Bien que le Togo n'ait jamais enregistré des revendications spéciales de certaines couches sociales se disant minoritaires, l'on doit constater l'existence de deux groupes ethniques dominants c'est-à-dire: le groupe Adja-Ewe-Mina, représentant 52 % de la population totale du Togo, lequel prédomine dans la fonction publique et le groupe Kabyè-Tem-Losso, représentant 41 % de la population totale du pays et totalisant 75 % des effectifs dans l'armée. Le phénomène de la discrimination raciale est très peu connu du Togo. Il n'existe pas de mouvements ou d'organisations s'inspirant d'idées racistes. Cependant il faut signaler que, depuis le déclenchement du processus démocratique en 1990, le Togo a failli basculer vers une situation d'intolérance ethnique, notamment lorsque certains journaux de la presse privée ont publié des articles tendancieux appelant à la haine ethnique et au tribalisme. Soutenus par certains responsables politiques voulant créer l'insécurité et le désordre, des groupes ethniques se sont soulevés contre d'autres, ce qui a donné lieu à des tueries, à des chasses à l'homme et au déplacement de certaines populations. Pour mettre fin à ce phénomène nouveau, le Gouvernement a réaffirmé que l'unité nationale et la paix étaient une priorité de sa politique. Pour recoudre le tissu social le Gouvernement a initié, dès 1993, des journées de réconciliation, prôné une politique du «grand pardon» et entamé un vaste programme d'éducation et de sensibilisation. Toutefois, on relèvera que pendant la période de troubles sociopolitiques des années 90, aucune sanction du Code pénal n'a été appliquée à l'encontre des dirigeants politiques incitant à la haine tribale ou ethnique.


Examen du rapport

M. REGIS DE GOUTTES, rapporteur du Comité pour l'examen du rapport du Togo, a tenu à rappeler que le Togo n'a pas présenté de rapport depuis son rapport initial de 1981. Le Comité ne peut donc que se féliciter de la présentation de ce rapport et des réponses apportées par le pays à la liste de questions écrites qui lui a été préalablement adressée. Par ailleurs, le Comité se félicite de la tenue récente à Lomé, les 3 et 4 décembre 2007, d'un grand atelier sous-régional sur les problèmes de discrimination raciale et la mise en oeuvre du Plan d'action de Durban.
Pour ce qui est de la situation politique et institutionnelle du Togo, a relevé M. de Gouttes, la description dans le présent rapport s'arrête en 1999, de sorte que l'évolution de 1999 à nos jours n'est pas traitée; aussi, le rapporteur pour ce pays a-t-il demandé des informations complémentaires concernant cette dernière période.

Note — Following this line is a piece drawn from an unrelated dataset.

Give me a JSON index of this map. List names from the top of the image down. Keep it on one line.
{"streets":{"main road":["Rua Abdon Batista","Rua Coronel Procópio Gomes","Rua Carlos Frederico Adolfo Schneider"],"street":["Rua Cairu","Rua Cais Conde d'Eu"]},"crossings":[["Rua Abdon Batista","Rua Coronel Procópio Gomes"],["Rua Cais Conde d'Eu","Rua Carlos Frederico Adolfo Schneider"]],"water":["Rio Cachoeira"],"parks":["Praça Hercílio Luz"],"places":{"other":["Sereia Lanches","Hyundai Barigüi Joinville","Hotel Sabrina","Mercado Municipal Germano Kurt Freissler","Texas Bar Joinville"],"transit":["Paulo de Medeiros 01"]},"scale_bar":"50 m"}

M. de Gouttes a également relevé que le rapport contient peu d'informations ayant trait à la composition ethnique de la population et à la situation démographique globale du pays. La population togolaise, évaluée à environ 6 millions d'habitants, est composée d'une multitude d'ethnies - plus de 36 - généralement classées en six grands groupes, avec leurs langues et leurs dialectes propres, a rappelé M. de Gouttes. La langue officielle est le français, mais depuis 1980 l'Ewé et le Kabyé sont considérés comme des langues nationales enseignées dans les établissements scolaires, a-t-il fait observer.

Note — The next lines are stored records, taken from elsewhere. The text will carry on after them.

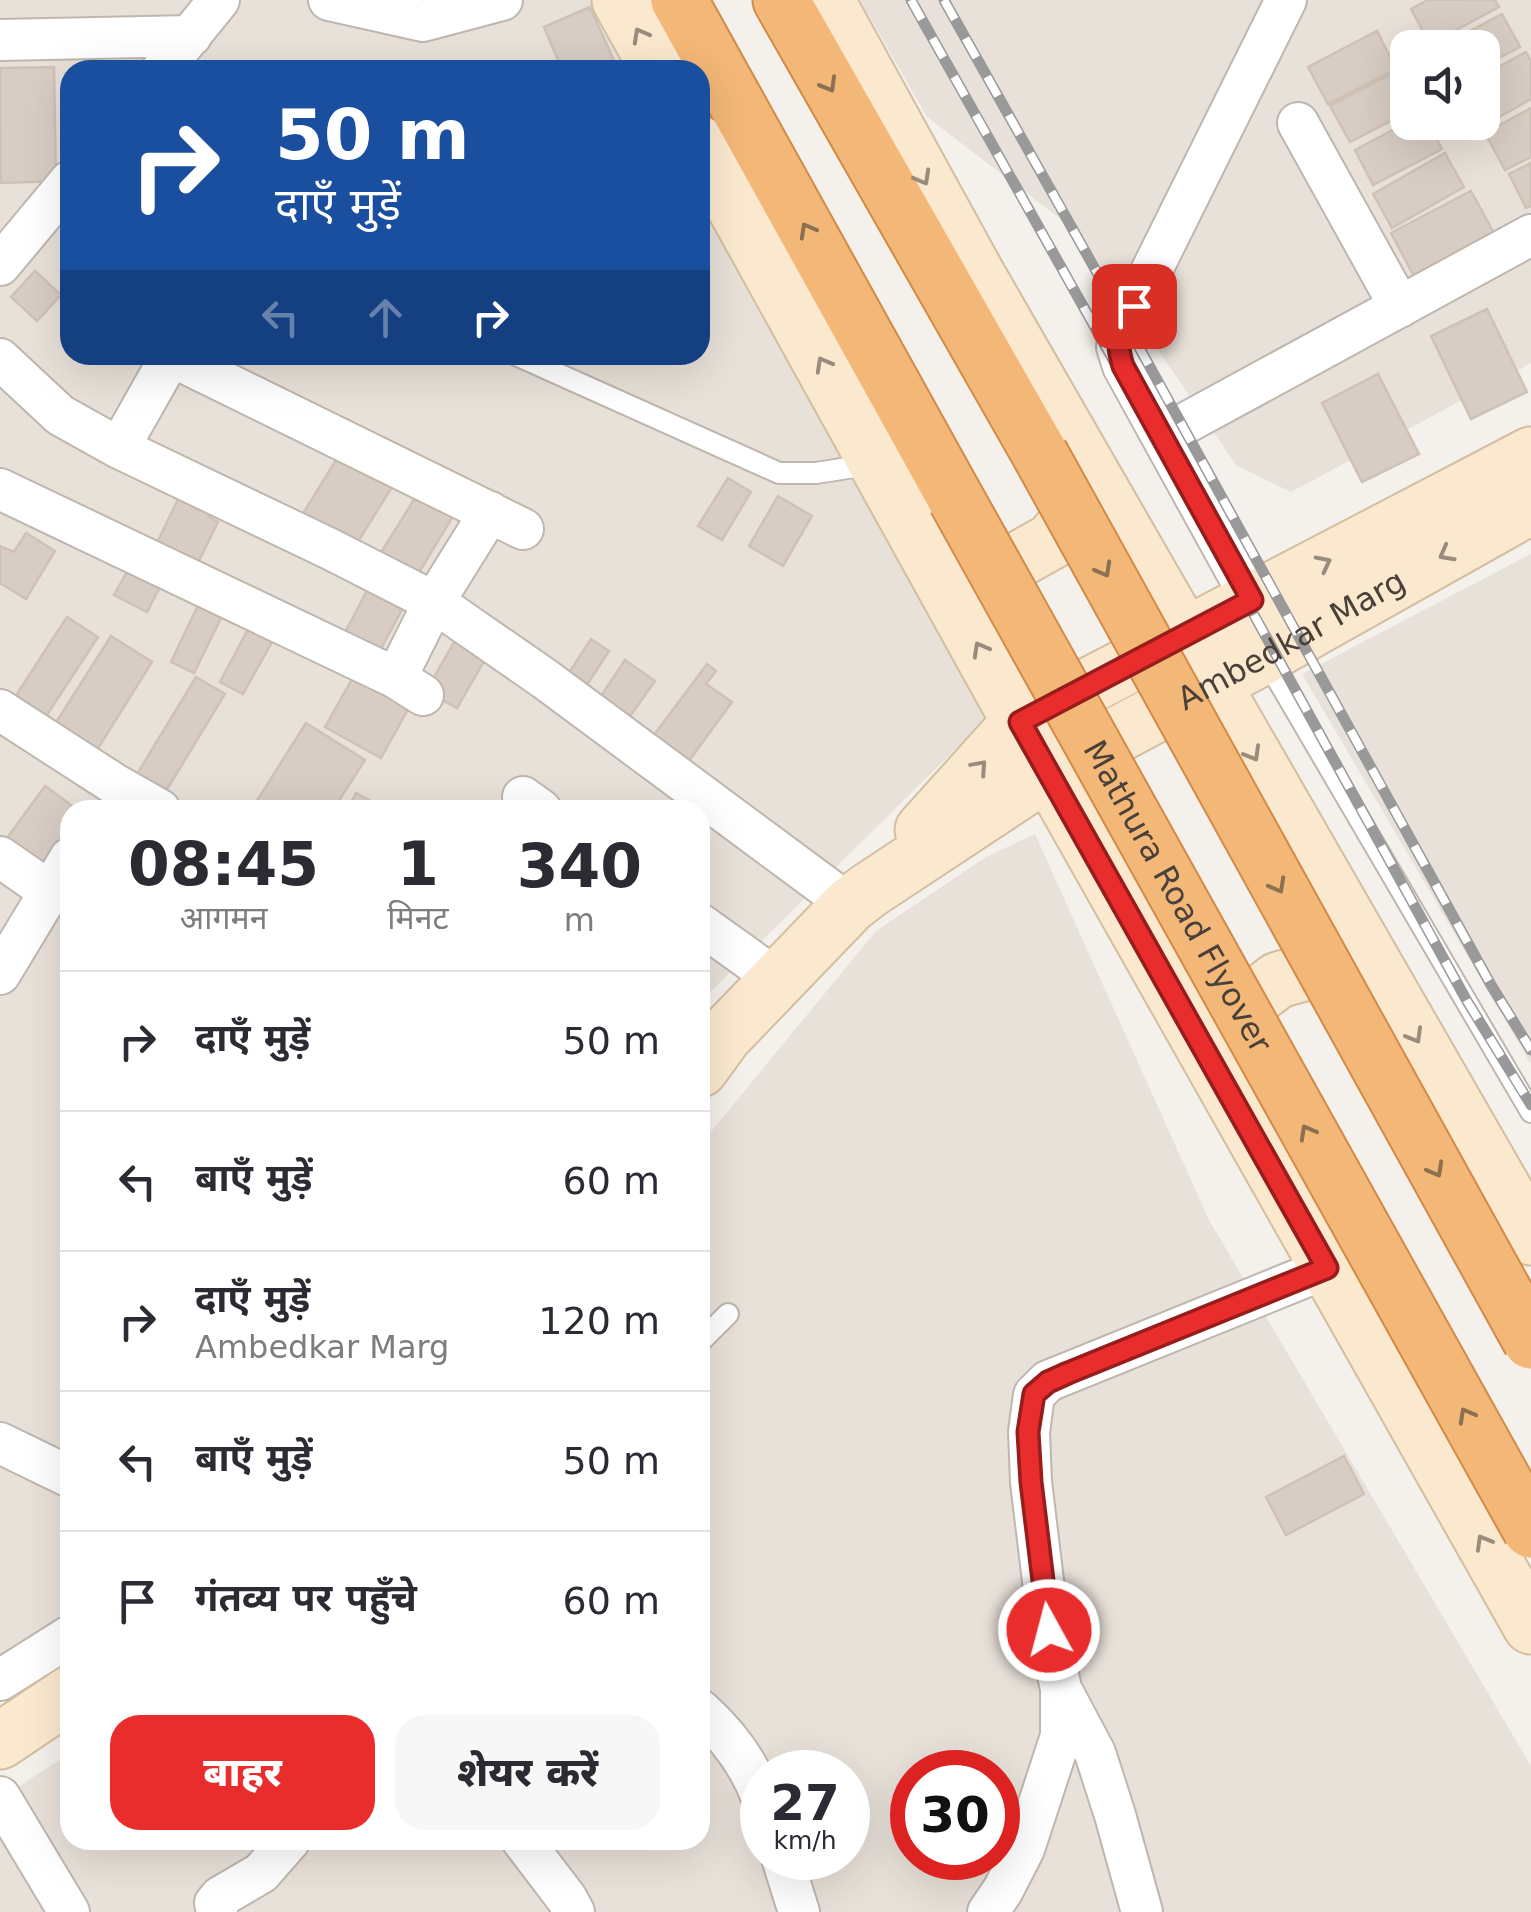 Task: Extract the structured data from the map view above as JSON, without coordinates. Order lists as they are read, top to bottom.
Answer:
{
  "streets": {
    "highway": ["Mathura Road Flyover"],
    "main road": ["Ambedkar Marg"]
  },
  "page": {
    "turn": ["50 m", "दाएँ मुड़ें"],
    "eta": [
      "08:45",
      "आगमन",
      "1",
      "मिनट",
      "340",
      "m"
    ],
    "list": [
      {
        "name": "दाएँ मुड़ें",
        "value": "50 m"
      },
      {
        "name": "बाएँ मुड़ें",
        "value": "60 m"
      },
      {
        "name": "दाएँ मुड़ें",
        "note": "Ambedkar Marg",
        "value": "120 m"
      },
      {
        "name": "बाएँ मुड़ें",
        "value": "50 m"
      },
      {
        "name": "गंतव्य पर पहुँचे",
        "value": "60 m"
      }
    ],
    "buttons": ["बाहर", "शेयर करें"],
    "speed": "27 km/h",
    "limit": "30"
  }
}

M. De Gouttes a ensuite attiré l'attention sur quelques-uns des facteurs et difficultés qui entravent l'application de la Convention et que, par ailleurs, le présent rapport reconnaît avec franchise à plusieurs reprises. Ainsi, depuis 1990, le Togo a-t-il failli basculer vers une situation d'intolérance ethnique, a rappelé le rapporteur. Soutenus par certains responsables politiques désireux de créer l'insécurité et le désordre, des groupes ethniques se sont soulevés contre d'autres, ce qui a donné lieu à des tueries, des chasses à l'homme et au déplacement de certaines populations. Pendant la période de transition, le Togo a aussi connu des troubles inter-ethniques et des incitations à la haine tribale qui ont occasionné des règlements de compte. Mais, il est par ailleurs admis qu'aucune sanction pénale n'a été appliquée à l'encontre des dirigeants politique qui ont incité à la haine raciale ou ethnique durant cette période, a relevé M. de Gouttes.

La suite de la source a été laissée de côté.